**What you will do**. For each line of the data below, copy it if it holds the word "white".

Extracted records
· · ·

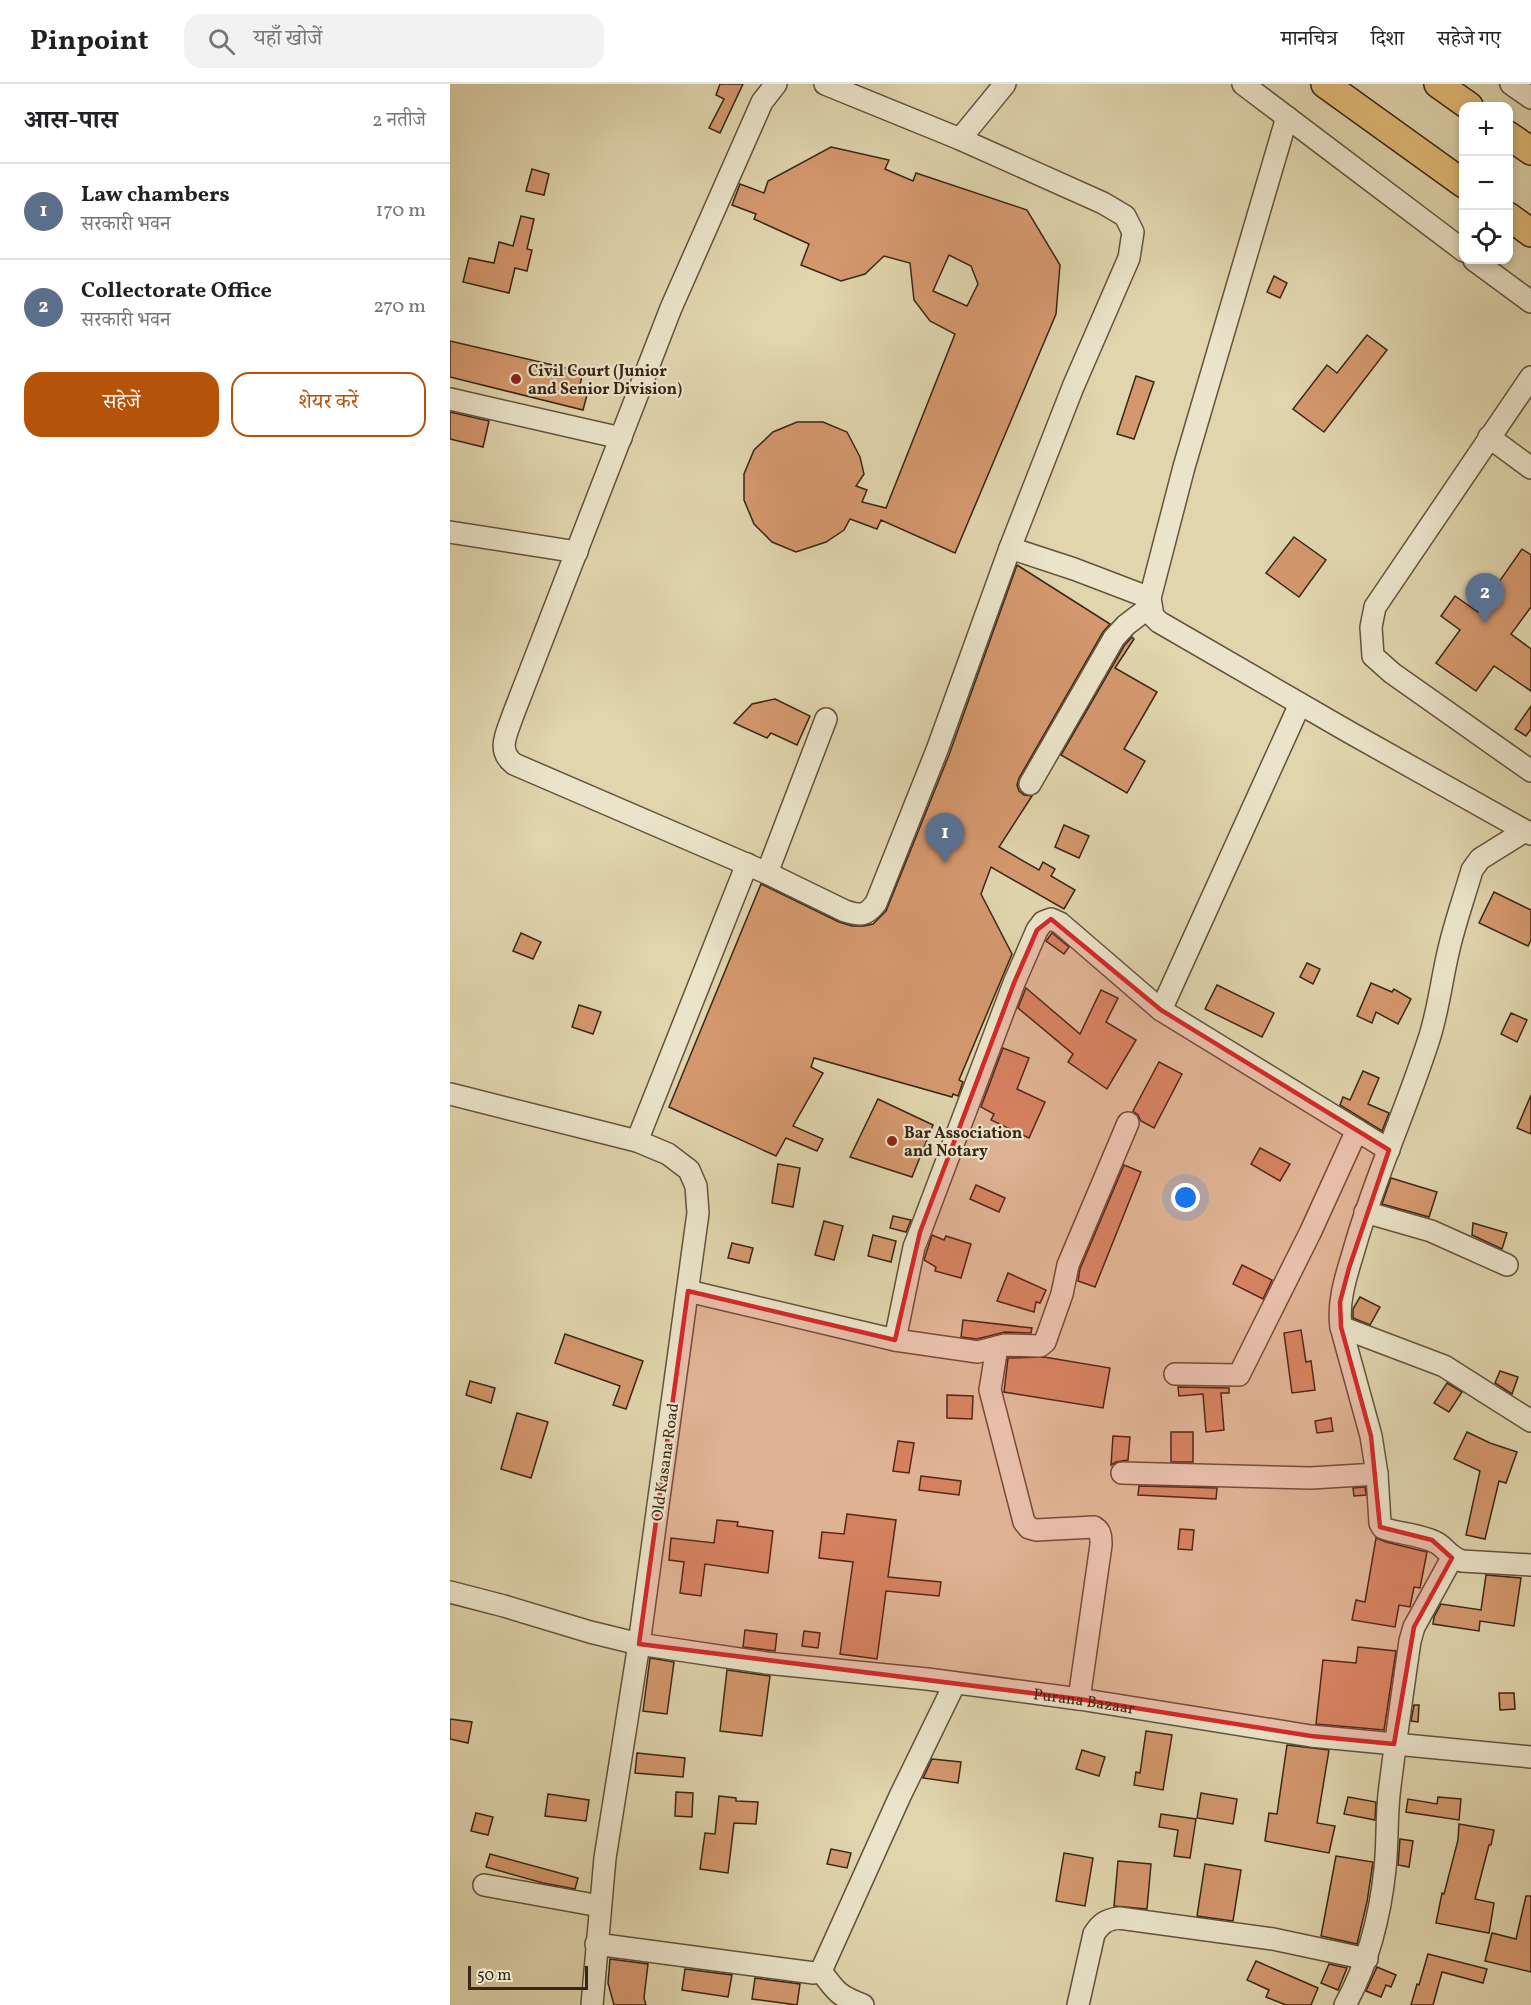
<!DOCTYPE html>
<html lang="hi">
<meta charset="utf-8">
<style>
:root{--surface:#fff;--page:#f2f2f2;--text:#202124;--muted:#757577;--line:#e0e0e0;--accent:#b45309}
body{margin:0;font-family:Vollkorn,"Noto Serif Devanagari",serif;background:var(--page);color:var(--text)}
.controls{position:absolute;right:18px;top:18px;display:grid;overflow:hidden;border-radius:12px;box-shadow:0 3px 9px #0003}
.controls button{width:54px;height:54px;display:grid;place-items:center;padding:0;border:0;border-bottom:2px solid var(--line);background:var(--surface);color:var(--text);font:30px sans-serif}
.scale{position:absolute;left:18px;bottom:15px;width:120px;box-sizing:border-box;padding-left:6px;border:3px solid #392616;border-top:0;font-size:16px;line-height:21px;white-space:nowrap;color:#392616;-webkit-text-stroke:4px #ebe4ca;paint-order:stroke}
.you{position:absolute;left:736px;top:1114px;width:21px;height:21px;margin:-15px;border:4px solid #fff;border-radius:50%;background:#1a73e8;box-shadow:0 0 0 9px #1a73e833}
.badge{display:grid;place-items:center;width:39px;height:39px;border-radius:50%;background:var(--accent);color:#fff;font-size:20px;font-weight:700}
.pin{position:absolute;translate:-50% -50px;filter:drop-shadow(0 2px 3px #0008)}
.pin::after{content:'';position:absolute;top:32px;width:21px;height:18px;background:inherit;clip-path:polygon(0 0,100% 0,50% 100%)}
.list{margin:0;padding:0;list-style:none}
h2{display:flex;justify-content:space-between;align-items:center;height:78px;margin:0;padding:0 24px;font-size:26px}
h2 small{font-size:20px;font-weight:400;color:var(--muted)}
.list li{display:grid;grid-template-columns:39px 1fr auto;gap:18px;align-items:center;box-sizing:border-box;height:96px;padding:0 24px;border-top:2px solid var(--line)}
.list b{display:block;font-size:22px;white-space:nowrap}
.list p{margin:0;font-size:20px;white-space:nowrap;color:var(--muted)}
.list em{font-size:20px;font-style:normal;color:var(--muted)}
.actions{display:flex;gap:12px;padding:18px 24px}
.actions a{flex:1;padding:14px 0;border:2px solid var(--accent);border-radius:18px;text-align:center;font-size:21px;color:var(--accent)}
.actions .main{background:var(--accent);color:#fff}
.icon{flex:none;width:33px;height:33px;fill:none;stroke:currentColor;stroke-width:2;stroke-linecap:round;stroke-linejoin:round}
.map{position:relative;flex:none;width:1081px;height:1921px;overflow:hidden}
header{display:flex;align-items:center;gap:36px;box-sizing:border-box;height:84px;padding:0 30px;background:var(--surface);border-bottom:2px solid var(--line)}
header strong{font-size:28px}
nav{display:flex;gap:33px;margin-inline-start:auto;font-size:21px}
.search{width:420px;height:54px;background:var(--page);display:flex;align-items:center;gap:15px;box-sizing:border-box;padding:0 21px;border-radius:18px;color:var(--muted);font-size:22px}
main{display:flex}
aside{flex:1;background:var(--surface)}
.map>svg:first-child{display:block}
.building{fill:#d5986e;stroke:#392616;stroke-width:1.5;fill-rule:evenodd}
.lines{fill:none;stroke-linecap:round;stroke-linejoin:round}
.minor-casing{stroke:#63523c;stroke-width:24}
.major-casing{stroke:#392616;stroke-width:30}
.minor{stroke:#ebe4ca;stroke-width:21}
.major{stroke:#e0ba76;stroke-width:27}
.marked{fill:#d62828;fill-opacity:0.2;stroke:#d62828;stroke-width:4.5;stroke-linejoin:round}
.poi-dot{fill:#8f2418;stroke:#ebe4ca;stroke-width:2}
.labels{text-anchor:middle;stroke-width:4.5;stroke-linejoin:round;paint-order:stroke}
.poi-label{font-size:16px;font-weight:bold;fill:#392616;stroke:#ebe4ca;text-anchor:start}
.street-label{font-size:16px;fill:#392616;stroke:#ebe4ca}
</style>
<header>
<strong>Pinpoint</strong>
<div class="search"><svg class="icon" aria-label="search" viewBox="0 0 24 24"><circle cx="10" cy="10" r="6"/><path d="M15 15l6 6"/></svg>यहाँ खोजें</div>
<nav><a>मानचित्र</a><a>दिशा</a><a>सहेजे गए</a></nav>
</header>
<main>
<aside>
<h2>आस-पास<small>2 नतीजे</small></h2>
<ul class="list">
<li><span class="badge" style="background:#5c6f8a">1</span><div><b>Law chambers</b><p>सरकारी भवन</p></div><em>170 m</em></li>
<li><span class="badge" style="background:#5c6f8a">2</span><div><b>Collectorate Office</b><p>सरकारी भवन</p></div><em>270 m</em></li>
</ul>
<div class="actions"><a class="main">सहेजें</a><a>शेयर करें</a></div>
</aside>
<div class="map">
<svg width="1081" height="1921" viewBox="0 0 1081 1921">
<rect width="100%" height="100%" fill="#e0d5ad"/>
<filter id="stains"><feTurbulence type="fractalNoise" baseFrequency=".00333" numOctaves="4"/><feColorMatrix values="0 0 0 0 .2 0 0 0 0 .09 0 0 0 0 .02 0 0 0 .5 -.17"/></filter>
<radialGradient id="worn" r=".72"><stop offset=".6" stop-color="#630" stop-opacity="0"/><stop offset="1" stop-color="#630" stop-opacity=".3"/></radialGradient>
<!-- building -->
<g class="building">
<path d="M270,0H293L270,49L259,44L274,15L266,11Z"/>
<path d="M381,63L439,76L435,85L463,97L466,89L577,126L610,181L606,230L505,469L431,436L427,445L400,435L394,446L376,458L346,468L322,458L304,440L294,416V390L304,366L323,348L347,338H373L397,348L410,373L414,390L406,402L417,406L412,418L436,424L505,250L480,237L464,216L460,179L434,172L415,190L391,197L351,181L359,160L304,135L306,130L282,121L290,100L314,109L318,97ZM499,171L521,182L528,200L517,222L483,207Z"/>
<path d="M82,85L99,90L94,111L76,107Z"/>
<path d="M71,132L84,135L77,165L82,166L77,187L65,184L59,209L13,198L19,174L44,179L49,158L63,162Z"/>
<path d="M824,192L837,199L830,214L817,208Z"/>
<path d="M917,251L937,266L874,348L843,325L877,281L887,289Z"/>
<path d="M0,257L133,288L128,309L137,311L133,326L0,293Z"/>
<path d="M686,292L704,298L684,355L667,350Z"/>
<path d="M0,328L39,337L33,363L0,355Z"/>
<path d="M844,453L876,476L849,513L816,489Z"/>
<path d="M1072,465L1081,471V523L1061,550L1081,565V607L1044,582L1026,607L986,579L1010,546L991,532L1005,512L1028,528Z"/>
<path d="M567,481L660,540L653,548L569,694L567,701L569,707L574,711L582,712L549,763L589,786L593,778L605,785L601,792L625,806L614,825L541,783L531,810L562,870L509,996L513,998L508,1012L503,1010L502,1013L364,974L361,983L373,989L343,1042L373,1055L367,1067L336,1054L326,1072L219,1023L311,800L389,838L402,842H414L423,840L436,827L499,671Z"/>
<path d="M682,553L684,555L665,584L707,608L674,665L695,677L677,709L611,671L674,562Z"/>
<path d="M325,615L360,632L347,661L321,649L317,654L284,639L302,620Z"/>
<path d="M1081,622V645L1076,652L1065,645Z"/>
<path d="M614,741L639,752L629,774L605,763Z"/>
<path d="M1044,808L1081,826V856L1078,862L1029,839Z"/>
<path d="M71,849L91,858L83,875L63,867Z"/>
<path d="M602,849L619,863L614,870L596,857Z"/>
<path d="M857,879L870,885L863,900L850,893Z"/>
<path d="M921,899L942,908L944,905L961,915L948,940L926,928L922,939L907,932Z"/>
<path d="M767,901L824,929L812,953L755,925Z"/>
<path d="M576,904L630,950L651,906L668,914L656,938L686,956L657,1005L618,978L623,970L568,924Z"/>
<path d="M129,921L151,928L143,950L122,943Z"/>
<path d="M1061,929L1077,936L1067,958L1051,950Z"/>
<path d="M553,964L579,974L567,1005L595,1018L579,1054L541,1036L544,1030L531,1023Z"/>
<path d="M709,978L732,990L704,1044L691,1037L688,1031L683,1027Z"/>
<path d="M913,987L929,994L918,1020L939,1029L932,1047L890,1021L893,1013L900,1016Z"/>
<path d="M1081,1011V1050L1067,1044Z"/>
<path d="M428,1015L483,1041L462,1093L400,1073Z"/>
<path d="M810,1064L840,1080L830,1097L801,1080Z"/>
<path d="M328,1080L350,1084L343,1123L322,1119Z"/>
<path d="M674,1081L691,1088L645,1203L628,1197L630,1185Z"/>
<path d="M941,1094L987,1108L979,1133L932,1120Z"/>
<path d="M526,1101L555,1114L549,1128L520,1115Z"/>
<path d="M443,1132L461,1136L456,1148L440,1144Z"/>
<path d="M374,1137L393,1142L384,1176L365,1171Z"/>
<path d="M1023,1139L1057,1149L1052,1165L1022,1151Z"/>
<path d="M423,1151L446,1157L441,1178L418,1172Z"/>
<path d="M482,1151L494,1156L496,1152L521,1160L511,1194L485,1187L486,1183L474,1176Z"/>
<path d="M282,1159L303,1164L299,1179L278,1174Z"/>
<path d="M792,1181L822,1196L813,1215L783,1200Z"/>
<path d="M558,1189L596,1206L590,1219L586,1218L584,1228L547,1217Z"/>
<path d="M910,1213L930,1223L920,1241L903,1234V1225Z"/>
<path d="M513,1236L582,1244L581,1249L555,1248L527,1255L511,1253Z"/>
<path d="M851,1246L856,1278L861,1277L865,1306L842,1309L834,1249Z"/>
<path d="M115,1250L193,1277L176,1325L163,1321L170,1302L105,1279Z"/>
<path d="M594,1273L660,1284L653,1324L554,1308L558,1274Z"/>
<path d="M1050,1287L1068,1293L1062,1310L1045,1299Z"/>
<path d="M20,1297L45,1304L41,1319L16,1311Z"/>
<path d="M997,1299L1012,1308L999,1328L984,1319Z"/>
<path d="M728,1303L779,1304V1309H771L774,1346L756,1348L753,1310L729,1312Z"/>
<path d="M497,1311L523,1312L522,1335L497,1334Z"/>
<path d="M67,1329L98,1338L81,1394L51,1385Z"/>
<path d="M881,1334L883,1347L867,1349L865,1337Z"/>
<rect x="721" y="1348" width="22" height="30"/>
<path d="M1017,1348L1040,1359L1067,1368L1056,1399L1049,1397L1035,1455L1016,1451L1030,1387L1004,1375Z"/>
<path d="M663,1352L680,1353L678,1376L666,1378L661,1381Z"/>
<path d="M448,1357L464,1359L459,1389L443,1387Z"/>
<path d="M471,1392L511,1397L509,1411L469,1406Z"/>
<path d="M689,1402L767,1404L766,1415L688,1411Z"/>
<path d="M915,1403L916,1411L904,1412L903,1404Z"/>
<path d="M397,1430L446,1436L438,1493L491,1498L489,1512L436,1507L427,1575L390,1570L403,1478L369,1474L372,1448L394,1450Z"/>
<path d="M267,1436L288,1438L287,1442L323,1447L318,1489L255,1480L251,1512L230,1509L234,1478L219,1476L221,1454L264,1459Z"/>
<path d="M730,1445L744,1446L742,1466L728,1465Z"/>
<path d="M926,1454L936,1458L977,1468L970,1504L964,1503L960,1523L949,1521L945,1543L902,1536L906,1516L915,1518Z"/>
<path d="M1036,1491L1071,1494L1064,1542L1030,1537L1029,1547L983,1540L984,1533L991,1520L1031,1526Z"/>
<path d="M295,1546L327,1550L325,1567L293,1563Z"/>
<path d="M354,1547L370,1549L368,1564L352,1562Z"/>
<path d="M908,1563L946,1567L934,1646L866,1640L873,1576L906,1579Z"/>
<path d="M200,1574L224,1578L217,1630L193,1627Z"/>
<path d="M277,1586L320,1592L312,1652L270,1647Z"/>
<path d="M1049,1609H1064L1065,1625L1050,1626Z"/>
<path d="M964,1621H969L968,1638L961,1637Z"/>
<path d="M0,1635L22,1638L18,1659L0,1655Z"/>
<path d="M696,1647L722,1651L713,1706L684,1701L686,1688L690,1689Z"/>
<path d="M837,1661L879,1666L867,1739L885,1742L879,1769L815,1757L819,1729L827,1730Z"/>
<path d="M632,1666L655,1673L649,1692L626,1685Z"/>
<path d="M187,1669L235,1674L233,1693L185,1689Z"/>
<path d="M482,1675L511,1678L508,1699L473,1694Z"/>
<path d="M226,1708L243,1709L242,1733L225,1732Z"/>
<path d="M751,1709L787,1715L783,1740L747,1734Z"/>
<path d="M98,1710L139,1716L136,1737L95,1732Z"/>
<path d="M269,1712L286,1714V1717L308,1718L306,1740L284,1739L278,1789L250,1785L255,1749L265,1750Z"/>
<path d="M898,1713L926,1718L925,1736L894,1730Z"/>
<path d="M988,1713L1011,1715L1009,1736L956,1728L958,1715L987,1720Z"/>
<path d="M26,1729L43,1733L38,1751L21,1747Z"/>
<path d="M711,1730L746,1735L740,1774L724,1772L728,1746L709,1743Z"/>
<path d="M1009,1740L1044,1746L1041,1761H1039L1025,1815L1044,1819L1039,1849L986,1839L992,1809L994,1810L1008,1756Z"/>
<path d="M950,1755L963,1757L959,1783L948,1781Z"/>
<path d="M381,1765L401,1769L397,1784L377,1780Z"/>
<path d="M614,1769L643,1774L635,1822L606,1817Z"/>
<path d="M40,1770L128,1794L125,1805L93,1799L36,1783Z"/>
<path d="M886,1772L923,1778L917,1818L907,1860L871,1852Z"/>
<path d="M668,1777L701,1780L697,1825L664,1822Z"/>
<path d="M755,1780L791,1786L783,1837L747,1832Z"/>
<path d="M1076,1812H1081V1888L1035,1877L1042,1849L1066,1855Z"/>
<path d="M978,1870L1037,1885L1033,1899L992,1888L983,1921H961L967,1900L969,1901Z"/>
<path d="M160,1875L198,1880L194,1914L196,1921H164L158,1899Z"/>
<path d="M806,1877L868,1904L861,1921H836L816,1913L819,1906L797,1896Z"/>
<path d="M879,1880L897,1884L888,1906L871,1899Z"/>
<path d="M927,1883L946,1891L941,1903L936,1901L931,1913L916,1907Z"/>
<path d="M235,1885L282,1891L278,1913L232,1906Z"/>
<path d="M305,1894L350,1900L347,1921L302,1915Z"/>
</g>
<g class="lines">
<!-- minor casing -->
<g class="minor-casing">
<g id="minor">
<path d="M326,0L312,18L221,224L63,631C57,649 46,666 64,680L317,789L395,827C411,832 416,832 426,819L487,666L560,464L623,303L679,174L683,148L675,132L653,119L510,55L375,0"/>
<path d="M793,0L1014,167"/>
<path d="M1061,0L1081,14"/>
<path d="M837,33L734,383L700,514L703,532L709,538L899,648L1081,750"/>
<path d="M510,55L555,0"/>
<path d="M1024,176L1081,218"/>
<path d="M1081,293L925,523L921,543L923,572L942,589L1081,687"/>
<path d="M0,315L171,354"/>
<path d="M1039,353L1081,384"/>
<path d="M0,448L127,468"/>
<path d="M560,464L624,485L700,514"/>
<path d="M850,620L711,926L939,1066"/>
<path d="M580,700L664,554L676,541L701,522"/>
<path d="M1075,747L1030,775L1022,786C1014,814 1004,841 998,869C991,899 988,929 978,958C956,1026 926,1091 906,1159C898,1187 887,1215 891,1243L921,1352L927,1390L930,1439L933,1444C949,1450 969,1450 985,1458C996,1463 997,1472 1012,1477L1081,1481"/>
<path d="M317,789L376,635"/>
<path d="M0,1010L187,1057L218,1070L239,1086L246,1102L248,1129L189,1560L155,1774L142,1921"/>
<path d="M187,1057L297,780"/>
<path d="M915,1128L981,1147L1057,1181"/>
<path d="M238,1207L445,1256L528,1268L555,1261L590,1262L595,1258L612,1210L618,1181L678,1039"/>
<path d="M891,1243L994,1282L1081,1337"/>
<path d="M445,1256L464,1163L470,1148L564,899L587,846L593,838L601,835L610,839L711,926"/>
<path d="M547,1263L540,1306L574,1438L579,1444L586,1446L644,1443C651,1447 651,1453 651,1461L629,1615"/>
<path d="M725,1290L789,1291L860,1149L907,1046"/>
<path d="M672,1389L861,1394L927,1390"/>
<path id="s1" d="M0,1508L54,1522L140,1548L189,1560L316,1579L477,1595L629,1615L861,1652L1081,1673"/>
<path d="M34,1801L150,1822"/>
<path d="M146,1860L364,1889L371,1887L450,1712L505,1599"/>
<path d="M371,1887C386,1908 389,1912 413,1921"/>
<path d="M628,1921L644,1850C651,1839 656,1836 669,1834L823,1855L917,1875"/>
<path d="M895,1921C919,1878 930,1833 935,1785C938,1758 936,1730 940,1702C946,1654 953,1605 960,1557L964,1543L1002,1474"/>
</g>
</g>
<!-- major casing -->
<g class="major-casing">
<g id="major">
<path d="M875,0L1014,100"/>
<path d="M988,0L1019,22"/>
<path d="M1058,51L1081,67"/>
<path d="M1058,132L1081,149"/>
</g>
</g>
<!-- minor -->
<use href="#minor" class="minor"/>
<!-- major -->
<use href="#major" class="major"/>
</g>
<!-- marked area -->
<path class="marked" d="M601,835L711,926L939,1066L899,1184L890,1218L891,1243L921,1352L930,1443L982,1456L1002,1474L964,1543L944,1660L861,1652L629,1615L189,1560L238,1207L445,1256L470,1148L564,899L587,846Z"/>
<!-- markers -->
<g class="poi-dot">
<circle cx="66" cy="295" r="6"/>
<circle cx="442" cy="1057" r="6"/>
</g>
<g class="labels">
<!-- poi labels -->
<g class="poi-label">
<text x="78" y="292">Civil Court (Junior<tspan x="78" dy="18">and Senior Division)</tspan></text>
<text x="454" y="1054">Bar Association<tspan x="454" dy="18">and Notary</tspan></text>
</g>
<!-- street labels -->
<g class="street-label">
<text transform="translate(214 1378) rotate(-82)" y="6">Old Kasana Road</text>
<text dy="6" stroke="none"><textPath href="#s1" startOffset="645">Purana Bazaar</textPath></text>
</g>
</g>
<rect width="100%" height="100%" filter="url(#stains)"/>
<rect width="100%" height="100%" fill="url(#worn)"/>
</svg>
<div class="controls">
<button>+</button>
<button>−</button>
<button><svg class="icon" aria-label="locate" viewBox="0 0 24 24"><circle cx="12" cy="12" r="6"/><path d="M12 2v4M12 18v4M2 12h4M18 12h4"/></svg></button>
</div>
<div class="scale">50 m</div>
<div class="you"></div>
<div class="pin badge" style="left:495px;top:779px;background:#5c6f8a">1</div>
<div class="pin badge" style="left:1035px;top:539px;background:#5c6f8a">2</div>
</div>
</main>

· · ·

**Exercise result**.
.scale{position:absolute;left:18px;bottom:15px;width:120px;box-sizing:border-box;padding-left:6px;border:3px solid #392616;border-top:0;font-size:16px;line-height:21px;white-space:nowrap;color:#392616;-webkit-text-stroke:4px #ebe4ca;paint-order:stroke}
.list b{display:block;font-size:22px;white-space:nowrap}
.list p{margin:0;font-size:20px;white-space:nowrap;color:var(--muted)}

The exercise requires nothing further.